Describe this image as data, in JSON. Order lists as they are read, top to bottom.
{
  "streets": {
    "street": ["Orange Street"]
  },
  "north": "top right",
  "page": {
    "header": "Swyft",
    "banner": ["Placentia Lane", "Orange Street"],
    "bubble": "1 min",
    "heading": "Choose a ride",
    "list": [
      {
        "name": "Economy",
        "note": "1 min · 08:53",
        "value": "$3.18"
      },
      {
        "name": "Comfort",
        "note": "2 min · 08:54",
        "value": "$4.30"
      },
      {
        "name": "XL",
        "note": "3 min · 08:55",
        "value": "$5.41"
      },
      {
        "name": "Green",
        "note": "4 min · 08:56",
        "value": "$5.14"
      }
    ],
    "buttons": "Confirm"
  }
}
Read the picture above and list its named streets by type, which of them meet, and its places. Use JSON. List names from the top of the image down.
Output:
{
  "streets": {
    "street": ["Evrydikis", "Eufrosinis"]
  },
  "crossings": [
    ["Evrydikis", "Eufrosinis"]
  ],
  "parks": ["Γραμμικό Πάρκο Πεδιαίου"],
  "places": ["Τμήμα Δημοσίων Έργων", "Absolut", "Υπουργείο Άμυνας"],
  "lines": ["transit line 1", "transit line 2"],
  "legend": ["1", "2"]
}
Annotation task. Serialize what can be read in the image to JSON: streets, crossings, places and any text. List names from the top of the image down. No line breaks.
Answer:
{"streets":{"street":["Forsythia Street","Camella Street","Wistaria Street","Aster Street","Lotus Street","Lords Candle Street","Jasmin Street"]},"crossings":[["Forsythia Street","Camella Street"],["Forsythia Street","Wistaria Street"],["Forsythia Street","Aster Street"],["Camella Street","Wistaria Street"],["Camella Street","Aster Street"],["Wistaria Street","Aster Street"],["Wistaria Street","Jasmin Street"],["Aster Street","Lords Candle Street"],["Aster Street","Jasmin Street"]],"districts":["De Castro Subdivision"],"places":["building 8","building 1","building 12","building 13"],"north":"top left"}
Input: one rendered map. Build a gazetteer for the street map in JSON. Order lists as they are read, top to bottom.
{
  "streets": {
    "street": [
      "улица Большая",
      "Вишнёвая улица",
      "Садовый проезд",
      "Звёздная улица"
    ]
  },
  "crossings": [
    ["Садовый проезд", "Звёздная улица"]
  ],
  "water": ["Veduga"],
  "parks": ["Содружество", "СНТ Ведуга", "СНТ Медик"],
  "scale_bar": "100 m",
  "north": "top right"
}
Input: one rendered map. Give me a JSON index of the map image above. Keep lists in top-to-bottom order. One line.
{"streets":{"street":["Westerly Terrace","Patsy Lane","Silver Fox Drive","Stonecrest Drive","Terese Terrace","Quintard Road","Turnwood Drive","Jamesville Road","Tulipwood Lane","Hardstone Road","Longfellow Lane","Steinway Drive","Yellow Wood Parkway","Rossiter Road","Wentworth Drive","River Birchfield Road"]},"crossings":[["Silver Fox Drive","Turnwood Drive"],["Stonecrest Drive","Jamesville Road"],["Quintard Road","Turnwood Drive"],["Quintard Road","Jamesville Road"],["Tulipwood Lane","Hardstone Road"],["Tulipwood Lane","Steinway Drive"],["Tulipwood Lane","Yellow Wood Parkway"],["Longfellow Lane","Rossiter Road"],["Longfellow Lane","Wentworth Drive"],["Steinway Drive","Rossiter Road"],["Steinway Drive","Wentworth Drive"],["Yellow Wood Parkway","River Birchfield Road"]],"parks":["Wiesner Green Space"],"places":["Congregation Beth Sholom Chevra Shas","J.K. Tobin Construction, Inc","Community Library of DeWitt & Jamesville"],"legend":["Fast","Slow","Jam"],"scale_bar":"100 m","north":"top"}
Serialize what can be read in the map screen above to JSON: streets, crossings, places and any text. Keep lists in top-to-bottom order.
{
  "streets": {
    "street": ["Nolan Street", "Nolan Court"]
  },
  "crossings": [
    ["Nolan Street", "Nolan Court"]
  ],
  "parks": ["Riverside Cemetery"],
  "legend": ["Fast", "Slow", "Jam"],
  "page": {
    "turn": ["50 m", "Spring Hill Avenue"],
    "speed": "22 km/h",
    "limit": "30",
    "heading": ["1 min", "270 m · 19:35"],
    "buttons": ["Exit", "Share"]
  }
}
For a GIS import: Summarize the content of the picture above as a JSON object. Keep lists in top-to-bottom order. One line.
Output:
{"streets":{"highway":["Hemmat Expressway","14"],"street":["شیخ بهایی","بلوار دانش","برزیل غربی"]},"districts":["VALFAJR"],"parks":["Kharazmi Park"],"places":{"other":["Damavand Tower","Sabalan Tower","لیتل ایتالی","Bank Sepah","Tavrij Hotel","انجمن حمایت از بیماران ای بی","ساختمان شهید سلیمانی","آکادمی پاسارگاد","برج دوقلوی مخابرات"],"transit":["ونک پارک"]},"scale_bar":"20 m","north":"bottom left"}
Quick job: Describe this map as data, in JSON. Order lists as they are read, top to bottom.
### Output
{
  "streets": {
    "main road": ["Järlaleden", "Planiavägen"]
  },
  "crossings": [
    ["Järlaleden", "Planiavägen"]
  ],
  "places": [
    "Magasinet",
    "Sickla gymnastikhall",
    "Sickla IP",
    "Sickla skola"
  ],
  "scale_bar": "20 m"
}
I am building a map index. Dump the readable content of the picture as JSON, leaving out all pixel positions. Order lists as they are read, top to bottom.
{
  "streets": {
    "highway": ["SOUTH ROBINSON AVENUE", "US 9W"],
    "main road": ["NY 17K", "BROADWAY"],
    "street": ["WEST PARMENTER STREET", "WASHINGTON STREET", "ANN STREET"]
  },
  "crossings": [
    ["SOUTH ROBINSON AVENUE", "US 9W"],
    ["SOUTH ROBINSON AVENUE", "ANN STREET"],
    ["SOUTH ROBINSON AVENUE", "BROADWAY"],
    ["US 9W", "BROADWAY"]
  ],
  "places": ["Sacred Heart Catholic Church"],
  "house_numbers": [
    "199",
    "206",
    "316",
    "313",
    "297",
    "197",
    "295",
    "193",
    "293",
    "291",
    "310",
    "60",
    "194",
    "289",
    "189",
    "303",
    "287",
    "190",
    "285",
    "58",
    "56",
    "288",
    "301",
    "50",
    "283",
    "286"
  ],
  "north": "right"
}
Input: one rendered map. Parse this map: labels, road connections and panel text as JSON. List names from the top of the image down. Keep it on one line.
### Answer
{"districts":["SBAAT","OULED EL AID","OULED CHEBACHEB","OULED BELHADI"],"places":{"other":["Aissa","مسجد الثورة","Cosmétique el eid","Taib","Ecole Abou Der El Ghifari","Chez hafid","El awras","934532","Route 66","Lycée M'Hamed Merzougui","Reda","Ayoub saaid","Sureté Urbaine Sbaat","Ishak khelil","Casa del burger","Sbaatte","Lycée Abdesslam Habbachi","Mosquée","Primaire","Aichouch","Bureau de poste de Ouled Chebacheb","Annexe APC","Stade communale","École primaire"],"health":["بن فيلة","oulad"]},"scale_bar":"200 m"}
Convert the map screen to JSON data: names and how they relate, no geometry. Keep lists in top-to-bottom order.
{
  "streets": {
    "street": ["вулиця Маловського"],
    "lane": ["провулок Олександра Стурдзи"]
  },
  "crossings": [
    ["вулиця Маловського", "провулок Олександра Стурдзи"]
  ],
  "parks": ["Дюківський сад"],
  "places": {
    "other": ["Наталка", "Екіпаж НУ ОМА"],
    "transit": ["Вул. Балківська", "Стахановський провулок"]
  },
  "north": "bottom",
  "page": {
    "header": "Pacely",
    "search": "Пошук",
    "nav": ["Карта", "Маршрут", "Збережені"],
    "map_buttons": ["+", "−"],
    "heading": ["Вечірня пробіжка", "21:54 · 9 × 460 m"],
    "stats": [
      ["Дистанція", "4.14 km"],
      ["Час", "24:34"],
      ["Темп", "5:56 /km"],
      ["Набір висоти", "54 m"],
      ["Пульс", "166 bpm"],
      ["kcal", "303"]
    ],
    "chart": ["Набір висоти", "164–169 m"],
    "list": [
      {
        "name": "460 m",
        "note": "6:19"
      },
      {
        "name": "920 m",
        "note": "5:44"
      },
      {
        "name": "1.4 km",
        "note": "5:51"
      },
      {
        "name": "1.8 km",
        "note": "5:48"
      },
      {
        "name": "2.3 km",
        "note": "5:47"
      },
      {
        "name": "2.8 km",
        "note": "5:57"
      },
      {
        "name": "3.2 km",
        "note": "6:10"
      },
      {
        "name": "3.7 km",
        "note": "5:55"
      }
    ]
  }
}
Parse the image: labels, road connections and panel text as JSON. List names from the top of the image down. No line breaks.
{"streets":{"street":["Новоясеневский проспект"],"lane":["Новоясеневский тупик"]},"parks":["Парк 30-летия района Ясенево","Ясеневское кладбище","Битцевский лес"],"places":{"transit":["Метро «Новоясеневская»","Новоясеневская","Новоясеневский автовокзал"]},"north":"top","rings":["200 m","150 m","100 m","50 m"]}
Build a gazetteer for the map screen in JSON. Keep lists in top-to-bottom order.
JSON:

Your task
Everything from the first line of the records through the line containing "Read the picture" is to be set down exactly, while later lines are left out.

Result below
Describe this image as data, in JSON. Order lists as they are read, top to bottom.
{
  "streets": {
    "street": ["Orange Street"]
  },
  "north": "top right",
  "page": {
    "header": "Swyft",
    "banner": ["Placentia Lane", "Orange Street"],
    "bubble": "1 min",
    "heading": "Choose a ride",
    "list": [
      {
        "name": "Economy",
        "note": "1 min · 08:53",
        "value": "$3.18"
      },
      {
        "name": "Comfort",
        "note": "2 min · 08:54",
        "value": "$4.30"
      },
      {
        "name": "XL",
        "note": "3 min · 08:55",
        "value": "$5.41"
      },
      {
        "name": "Green",
        "note": "4 min · 08:56",
        "value": "$5.14"
      }
    ],
    "buttons": "Confirm"
  }
}
Read the picture above and list its named streets by type, which of them meet, and its places. Use JSON. List names from the top of the image down.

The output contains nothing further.